◆ Problem statement
Output every line from the beginning of the records through the line that contains "2px #7b6a59) drop-shadow(0", exactly as it appears.

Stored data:
==================================================

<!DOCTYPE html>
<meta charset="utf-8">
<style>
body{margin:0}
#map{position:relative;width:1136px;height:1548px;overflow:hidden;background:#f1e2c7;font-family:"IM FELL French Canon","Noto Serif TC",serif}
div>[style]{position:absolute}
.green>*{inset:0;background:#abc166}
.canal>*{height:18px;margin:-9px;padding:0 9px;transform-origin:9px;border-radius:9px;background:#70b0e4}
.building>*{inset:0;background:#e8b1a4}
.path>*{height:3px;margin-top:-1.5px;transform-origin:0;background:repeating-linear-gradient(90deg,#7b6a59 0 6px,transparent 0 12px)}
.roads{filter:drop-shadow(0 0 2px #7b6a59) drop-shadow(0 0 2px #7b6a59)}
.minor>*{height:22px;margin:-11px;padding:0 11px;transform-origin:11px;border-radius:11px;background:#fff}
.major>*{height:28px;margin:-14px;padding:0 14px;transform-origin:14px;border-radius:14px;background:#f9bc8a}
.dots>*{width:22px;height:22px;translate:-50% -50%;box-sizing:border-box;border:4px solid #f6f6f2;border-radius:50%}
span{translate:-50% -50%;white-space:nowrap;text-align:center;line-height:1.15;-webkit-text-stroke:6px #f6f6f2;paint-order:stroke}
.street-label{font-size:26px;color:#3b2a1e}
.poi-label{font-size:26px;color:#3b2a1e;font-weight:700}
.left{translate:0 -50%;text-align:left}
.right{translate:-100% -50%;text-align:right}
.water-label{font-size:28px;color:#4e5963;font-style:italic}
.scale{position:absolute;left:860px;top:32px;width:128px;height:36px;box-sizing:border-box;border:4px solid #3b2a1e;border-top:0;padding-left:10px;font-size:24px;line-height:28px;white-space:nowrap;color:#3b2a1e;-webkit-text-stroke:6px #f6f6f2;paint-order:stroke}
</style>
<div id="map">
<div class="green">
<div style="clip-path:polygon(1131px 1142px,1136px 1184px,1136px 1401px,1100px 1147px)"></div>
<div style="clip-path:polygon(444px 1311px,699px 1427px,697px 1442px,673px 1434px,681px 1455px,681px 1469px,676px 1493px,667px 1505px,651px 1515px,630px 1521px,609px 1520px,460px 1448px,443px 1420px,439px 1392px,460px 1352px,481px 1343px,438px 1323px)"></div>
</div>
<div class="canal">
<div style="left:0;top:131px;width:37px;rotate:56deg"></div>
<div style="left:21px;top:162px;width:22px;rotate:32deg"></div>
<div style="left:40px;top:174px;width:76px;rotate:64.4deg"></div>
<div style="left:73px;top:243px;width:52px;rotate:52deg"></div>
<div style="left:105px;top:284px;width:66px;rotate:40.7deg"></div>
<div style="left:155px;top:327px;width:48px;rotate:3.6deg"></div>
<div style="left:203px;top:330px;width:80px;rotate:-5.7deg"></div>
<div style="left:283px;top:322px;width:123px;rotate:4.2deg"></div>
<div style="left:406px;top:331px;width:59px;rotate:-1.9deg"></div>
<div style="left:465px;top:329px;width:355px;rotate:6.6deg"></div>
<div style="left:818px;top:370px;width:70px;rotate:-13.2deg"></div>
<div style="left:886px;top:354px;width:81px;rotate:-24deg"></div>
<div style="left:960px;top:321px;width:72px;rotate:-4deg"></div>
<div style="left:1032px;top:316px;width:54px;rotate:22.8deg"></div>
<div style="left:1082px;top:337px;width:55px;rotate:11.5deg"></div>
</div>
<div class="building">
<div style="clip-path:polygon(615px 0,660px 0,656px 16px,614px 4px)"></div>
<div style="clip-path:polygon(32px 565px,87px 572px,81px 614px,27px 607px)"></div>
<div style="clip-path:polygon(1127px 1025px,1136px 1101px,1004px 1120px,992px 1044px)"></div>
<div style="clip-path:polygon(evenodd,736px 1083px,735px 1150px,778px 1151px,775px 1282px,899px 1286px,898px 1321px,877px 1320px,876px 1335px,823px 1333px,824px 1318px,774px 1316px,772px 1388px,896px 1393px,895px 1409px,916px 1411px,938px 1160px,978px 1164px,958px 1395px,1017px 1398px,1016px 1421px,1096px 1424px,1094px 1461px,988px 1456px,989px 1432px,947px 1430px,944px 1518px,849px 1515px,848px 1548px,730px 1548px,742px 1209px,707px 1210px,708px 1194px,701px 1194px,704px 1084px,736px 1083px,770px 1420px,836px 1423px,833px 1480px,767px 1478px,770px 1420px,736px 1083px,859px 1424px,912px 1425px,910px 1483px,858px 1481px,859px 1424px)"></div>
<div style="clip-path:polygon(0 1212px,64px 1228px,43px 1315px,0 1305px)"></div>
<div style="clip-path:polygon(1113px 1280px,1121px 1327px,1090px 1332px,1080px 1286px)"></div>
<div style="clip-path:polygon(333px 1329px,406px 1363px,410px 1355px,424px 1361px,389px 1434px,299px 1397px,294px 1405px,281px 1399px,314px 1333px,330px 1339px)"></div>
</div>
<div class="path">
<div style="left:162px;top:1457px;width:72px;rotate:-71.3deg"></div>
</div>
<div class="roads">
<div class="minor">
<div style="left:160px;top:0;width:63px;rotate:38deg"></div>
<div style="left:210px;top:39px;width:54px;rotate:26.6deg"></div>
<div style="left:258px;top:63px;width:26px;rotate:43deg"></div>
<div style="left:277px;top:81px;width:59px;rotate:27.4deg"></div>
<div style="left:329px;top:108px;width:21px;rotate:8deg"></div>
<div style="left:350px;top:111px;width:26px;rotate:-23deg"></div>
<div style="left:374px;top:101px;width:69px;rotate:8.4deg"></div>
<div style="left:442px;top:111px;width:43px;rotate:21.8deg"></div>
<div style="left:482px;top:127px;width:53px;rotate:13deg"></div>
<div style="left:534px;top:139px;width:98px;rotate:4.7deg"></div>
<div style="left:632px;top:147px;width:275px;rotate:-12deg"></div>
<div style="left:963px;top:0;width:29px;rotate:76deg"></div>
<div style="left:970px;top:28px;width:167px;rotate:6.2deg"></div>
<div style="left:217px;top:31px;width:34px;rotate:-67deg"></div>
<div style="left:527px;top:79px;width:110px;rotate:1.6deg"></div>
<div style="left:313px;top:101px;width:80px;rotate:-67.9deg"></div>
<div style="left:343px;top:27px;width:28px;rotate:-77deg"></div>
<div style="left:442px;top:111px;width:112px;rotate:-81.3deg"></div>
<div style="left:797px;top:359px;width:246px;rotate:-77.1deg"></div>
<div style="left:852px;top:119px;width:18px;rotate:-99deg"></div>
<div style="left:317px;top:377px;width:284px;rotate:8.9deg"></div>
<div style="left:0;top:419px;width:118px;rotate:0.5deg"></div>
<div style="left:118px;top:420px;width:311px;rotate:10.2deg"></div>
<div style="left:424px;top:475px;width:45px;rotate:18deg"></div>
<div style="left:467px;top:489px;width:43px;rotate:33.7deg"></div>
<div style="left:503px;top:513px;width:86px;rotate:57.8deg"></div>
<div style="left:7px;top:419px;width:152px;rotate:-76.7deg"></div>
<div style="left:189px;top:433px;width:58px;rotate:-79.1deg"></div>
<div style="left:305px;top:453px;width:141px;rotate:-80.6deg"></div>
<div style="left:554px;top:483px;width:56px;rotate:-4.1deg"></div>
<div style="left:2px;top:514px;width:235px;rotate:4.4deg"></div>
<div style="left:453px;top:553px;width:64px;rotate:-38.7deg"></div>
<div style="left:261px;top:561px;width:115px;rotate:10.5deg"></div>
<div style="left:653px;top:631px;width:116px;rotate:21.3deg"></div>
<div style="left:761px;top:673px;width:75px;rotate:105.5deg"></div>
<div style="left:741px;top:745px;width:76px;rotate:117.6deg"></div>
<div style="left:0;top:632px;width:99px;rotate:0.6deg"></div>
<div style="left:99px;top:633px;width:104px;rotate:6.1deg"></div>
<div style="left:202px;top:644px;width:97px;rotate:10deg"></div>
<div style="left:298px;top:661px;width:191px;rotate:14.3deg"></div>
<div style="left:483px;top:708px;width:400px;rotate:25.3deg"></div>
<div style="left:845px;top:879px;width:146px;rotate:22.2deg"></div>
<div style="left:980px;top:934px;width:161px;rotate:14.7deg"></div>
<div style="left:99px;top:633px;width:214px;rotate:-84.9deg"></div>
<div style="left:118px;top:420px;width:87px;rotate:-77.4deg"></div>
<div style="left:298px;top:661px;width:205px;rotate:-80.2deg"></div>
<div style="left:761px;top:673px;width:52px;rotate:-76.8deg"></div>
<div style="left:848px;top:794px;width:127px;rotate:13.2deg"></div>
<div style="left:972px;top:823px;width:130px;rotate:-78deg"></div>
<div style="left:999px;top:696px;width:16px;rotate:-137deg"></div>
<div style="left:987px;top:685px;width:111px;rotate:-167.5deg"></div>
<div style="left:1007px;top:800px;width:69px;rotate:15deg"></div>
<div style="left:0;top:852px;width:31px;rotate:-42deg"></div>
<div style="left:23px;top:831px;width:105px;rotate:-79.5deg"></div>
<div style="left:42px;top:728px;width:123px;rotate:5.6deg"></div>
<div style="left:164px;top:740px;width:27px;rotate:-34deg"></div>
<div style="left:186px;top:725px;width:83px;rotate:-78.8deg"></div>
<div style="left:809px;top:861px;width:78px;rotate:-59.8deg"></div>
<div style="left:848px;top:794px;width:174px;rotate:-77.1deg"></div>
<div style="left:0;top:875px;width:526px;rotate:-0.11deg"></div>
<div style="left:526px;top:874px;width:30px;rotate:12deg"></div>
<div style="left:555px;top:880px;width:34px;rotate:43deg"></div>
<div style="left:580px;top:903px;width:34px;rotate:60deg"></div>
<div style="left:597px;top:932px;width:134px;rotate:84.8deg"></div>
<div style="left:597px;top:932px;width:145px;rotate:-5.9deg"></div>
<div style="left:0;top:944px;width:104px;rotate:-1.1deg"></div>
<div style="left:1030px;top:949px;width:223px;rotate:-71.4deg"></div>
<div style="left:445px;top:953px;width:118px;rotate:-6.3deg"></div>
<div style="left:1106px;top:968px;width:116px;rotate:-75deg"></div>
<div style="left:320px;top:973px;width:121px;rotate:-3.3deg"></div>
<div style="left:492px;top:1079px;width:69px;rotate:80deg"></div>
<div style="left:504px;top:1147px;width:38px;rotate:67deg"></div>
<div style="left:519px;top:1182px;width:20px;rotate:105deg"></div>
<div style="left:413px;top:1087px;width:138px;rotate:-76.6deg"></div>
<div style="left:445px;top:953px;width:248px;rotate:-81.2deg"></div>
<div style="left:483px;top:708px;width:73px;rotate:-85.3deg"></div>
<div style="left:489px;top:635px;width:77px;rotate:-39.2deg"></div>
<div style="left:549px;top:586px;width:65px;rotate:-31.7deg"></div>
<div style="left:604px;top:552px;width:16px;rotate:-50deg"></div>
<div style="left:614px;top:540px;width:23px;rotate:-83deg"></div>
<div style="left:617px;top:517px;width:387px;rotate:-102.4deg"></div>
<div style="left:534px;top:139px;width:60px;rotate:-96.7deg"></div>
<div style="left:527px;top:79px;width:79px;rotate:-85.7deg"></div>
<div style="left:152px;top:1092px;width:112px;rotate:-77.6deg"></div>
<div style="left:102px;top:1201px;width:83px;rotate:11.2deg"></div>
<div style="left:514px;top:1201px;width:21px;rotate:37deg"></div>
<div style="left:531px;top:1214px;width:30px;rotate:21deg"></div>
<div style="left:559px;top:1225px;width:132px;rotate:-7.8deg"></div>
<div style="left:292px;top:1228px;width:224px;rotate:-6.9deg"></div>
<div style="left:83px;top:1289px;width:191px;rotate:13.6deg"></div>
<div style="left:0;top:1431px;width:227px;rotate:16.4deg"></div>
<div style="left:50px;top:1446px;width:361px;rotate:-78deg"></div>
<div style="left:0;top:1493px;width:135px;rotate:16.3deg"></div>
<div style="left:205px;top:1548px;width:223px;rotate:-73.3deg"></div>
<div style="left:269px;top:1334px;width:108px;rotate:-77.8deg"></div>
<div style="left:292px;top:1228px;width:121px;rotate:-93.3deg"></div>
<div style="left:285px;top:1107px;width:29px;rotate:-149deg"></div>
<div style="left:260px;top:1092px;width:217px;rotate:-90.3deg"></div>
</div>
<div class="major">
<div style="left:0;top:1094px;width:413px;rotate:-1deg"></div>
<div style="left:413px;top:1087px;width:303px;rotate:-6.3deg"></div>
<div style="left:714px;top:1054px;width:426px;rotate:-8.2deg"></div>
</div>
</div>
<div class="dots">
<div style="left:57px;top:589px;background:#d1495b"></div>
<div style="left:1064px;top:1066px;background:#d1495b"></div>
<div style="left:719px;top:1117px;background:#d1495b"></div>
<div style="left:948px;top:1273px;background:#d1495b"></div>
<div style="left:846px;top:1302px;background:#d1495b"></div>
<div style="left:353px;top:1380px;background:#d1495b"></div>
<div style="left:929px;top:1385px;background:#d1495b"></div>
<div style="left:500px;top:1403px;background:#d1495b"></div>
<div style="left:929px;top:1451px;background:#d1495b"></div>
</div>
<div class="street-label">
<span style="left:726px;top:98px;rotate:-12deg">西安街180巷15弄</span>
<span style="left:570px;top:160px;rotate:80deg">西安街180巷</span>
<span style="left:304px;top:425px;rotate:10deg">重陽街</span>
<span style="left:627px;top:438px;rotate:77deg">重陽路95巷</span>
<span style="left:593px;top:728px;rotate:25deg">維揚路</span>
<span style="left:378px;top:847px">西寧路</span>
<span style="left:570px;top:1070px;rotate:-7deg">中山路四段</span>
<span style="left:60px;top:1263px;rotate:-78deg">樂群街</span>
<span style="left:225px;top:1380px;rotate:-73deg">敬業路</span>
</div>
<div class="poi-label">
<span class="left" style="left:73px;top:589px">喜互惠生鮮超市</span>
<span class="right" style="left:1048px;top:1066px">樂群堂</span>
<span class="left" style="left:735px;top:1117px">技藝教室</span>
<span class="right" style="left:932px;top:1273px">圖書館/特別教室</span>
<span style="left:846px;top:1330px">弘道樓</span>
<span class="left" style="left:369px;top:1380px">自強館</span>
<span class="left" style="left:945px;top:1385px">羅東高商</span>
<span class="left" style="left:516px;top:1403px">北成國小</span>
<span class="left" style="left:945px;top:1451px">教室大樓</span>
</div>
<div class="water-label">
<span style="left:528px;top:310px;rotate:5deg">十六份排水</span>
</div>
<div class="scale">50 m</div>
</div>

==================================================

◆ Answer box
<!DOCTYPE html>
<meta charset="utf-8">
<style>
body{margin:0}
#map{position:relative;width:1136px;height:1548px;overflow:hidden;background:#f1e2c7;font-family:"IM FELL French Canon","Noto Serif TC",serif}
div>[style]{position:absolute}
.green>*{inset:0;background:#abc166}
.canal>*{height:18px;margin:-9px;padding:0 9px;transform-origin:9px;border-radius:9px;background:#70b0e4}
.building>*{inset:0;background:#e8b1a4}
.path>*{height:3px;margin-top:-1.5px;transform-origin:0;background:repeating-linear-gradient(90deg,#7b6a59 0 6px,transparent 0 12px)}
.roads{filter:drop-shadow(0 0 2px #7b6a59) drop-shadow(0 0 2px #7b6a59)}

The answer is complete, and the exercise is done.